What is required: Present the count of lines in the entries below that hold "symbols", and present nothing else.
• • • •
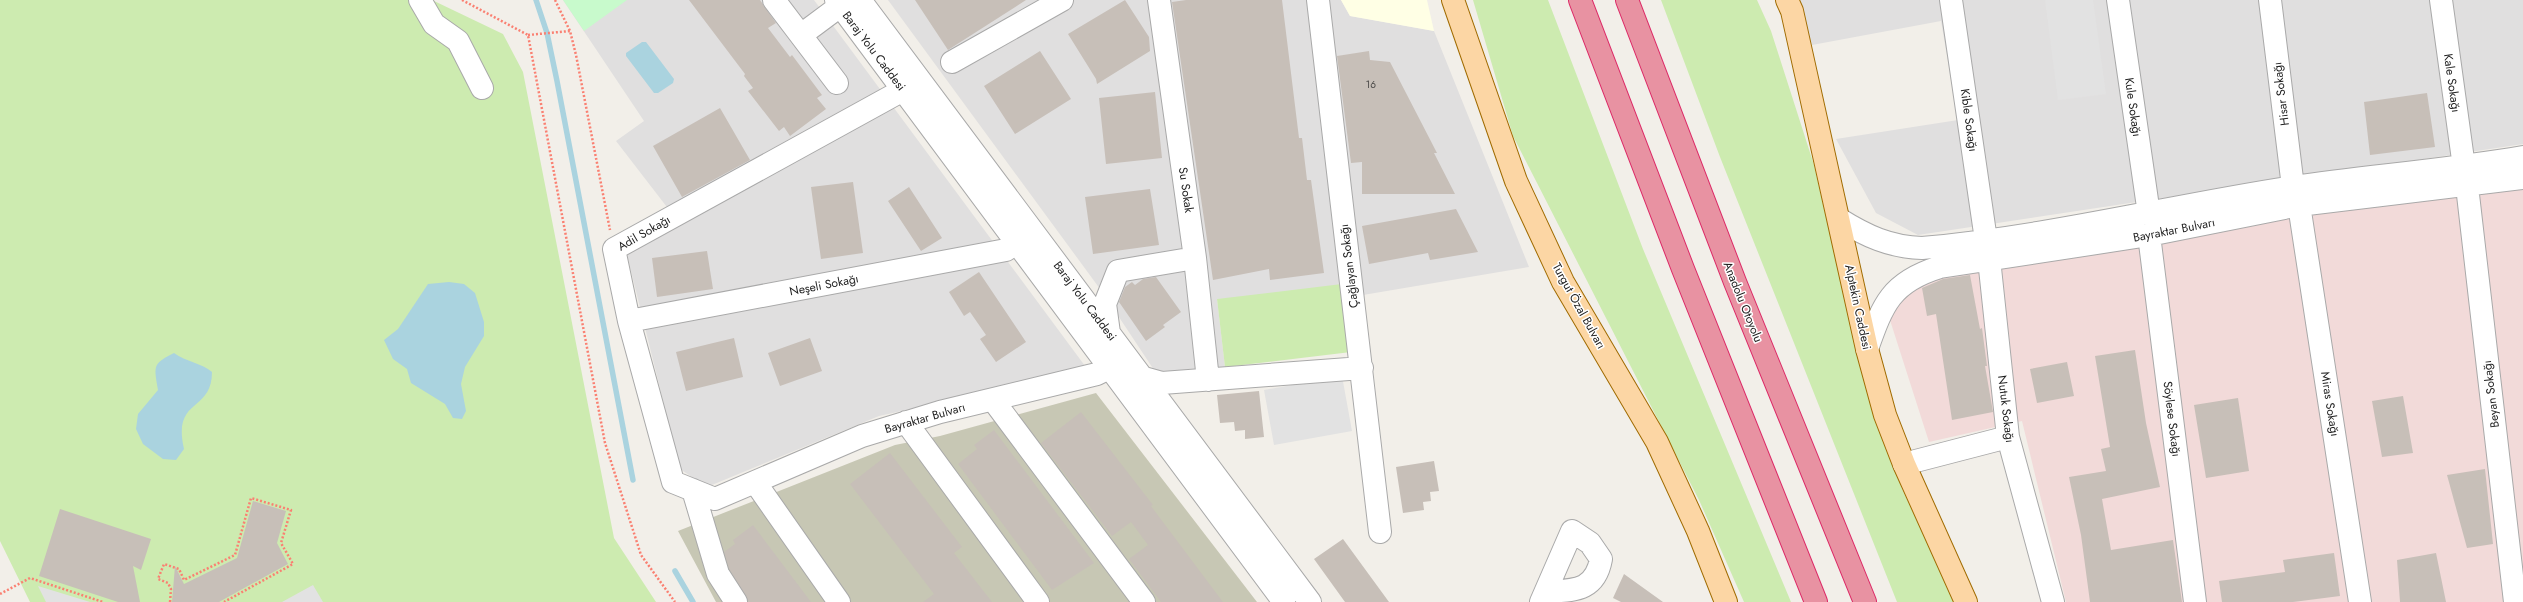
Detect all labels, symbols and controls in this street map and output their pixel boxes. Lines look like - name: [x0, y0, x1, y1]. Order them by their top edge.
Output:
- street label: Baraj Yolu Caddesi: [838, 7, 910, 95]
- street label: Kale Sokağı: [2439, 52, 2465, 114]
- street label: Hisar Sokağı: [2268, 61, 2294, 127]
- street label: Kule Sokağı: [2120, 76, 2146, 138]
- house number: 16: [1366, 77, 1376, 92]
- street label: Kible Sokağı: [1956, 87, 1982, 153]
- street label: Su Sokak: [1174, 166, 1198, 215]
- street label: Adil Sokağı: [614, 211, 674, 255]
- street label: Bayraktar Bulvarı: [2131, 213, 2217, 247]
- street label: Çağlayan Sokağı: [1335, 223, 1363, 309]
- street label: Baraj Yolu Caddesi: [1049, 257, 1121, 345]
- street label: Anadolu Otoyolu: [1719, 259, 1767, 345]
- street label: Turgut Özal Bulvarı: [1548, 260, 1610, 352]
- street label: Alptekin Caddesi: [1840, 263, 1876, 351]
- street label: Neşeli Sokağı: [788, 269, 860, 301]
- street label: Beyan Sokağı: [2478, 359, 2504, 429]
- street label: Miras Sokağı: [2316, 370, 2344, 438]
- street label: Nutuk Sokağı: [1993, 374, 2019, 444]
- street label: Söylese Sokağı: [2158, 380, 2186, 458]
- street label: Bayraktar Bulvarı: [882, 398, 968, 438]

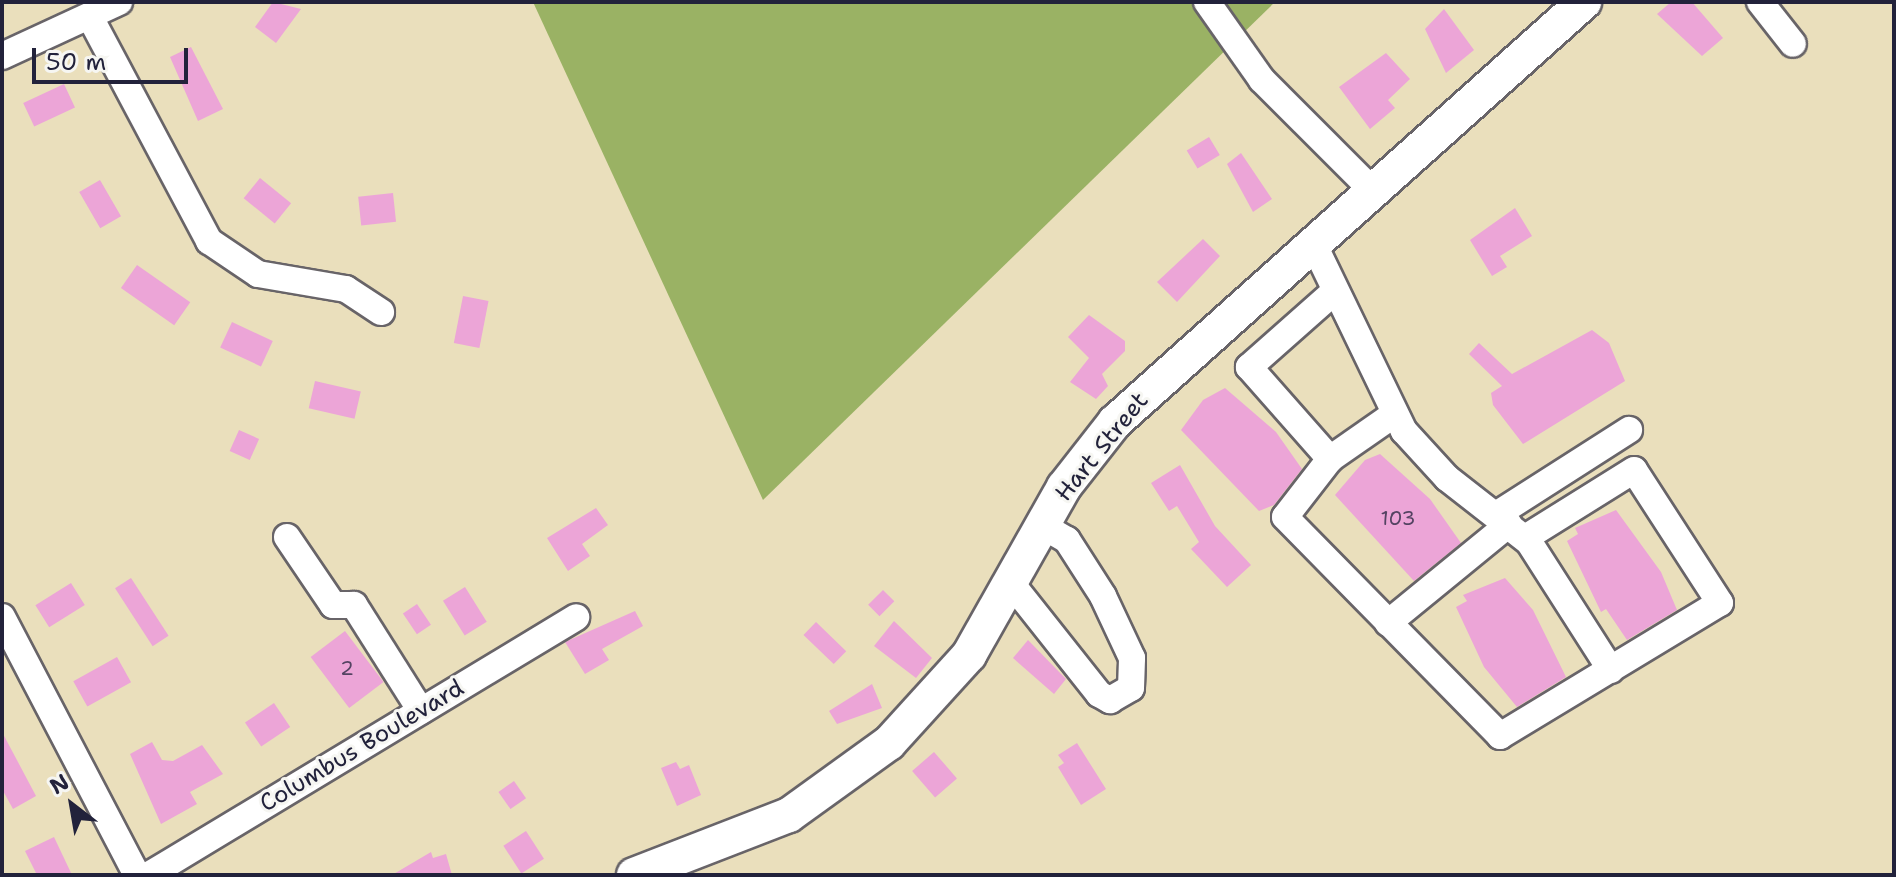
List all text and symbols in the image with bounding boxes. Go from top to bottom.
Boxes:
scale bar [36,32,192,82]
text: 50 m [46,46,106,78]
street label: Hart Street [1049,387,1155,507]
house number: 103 [1381,506,1415,530]
house number: 2 [340,656,354,680]
street label: Columbus Boulevard [255,674,469,818]
north arrow [32,765,112,845]
text: N [44,767,74,801]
• • • •
Reply to the task: 2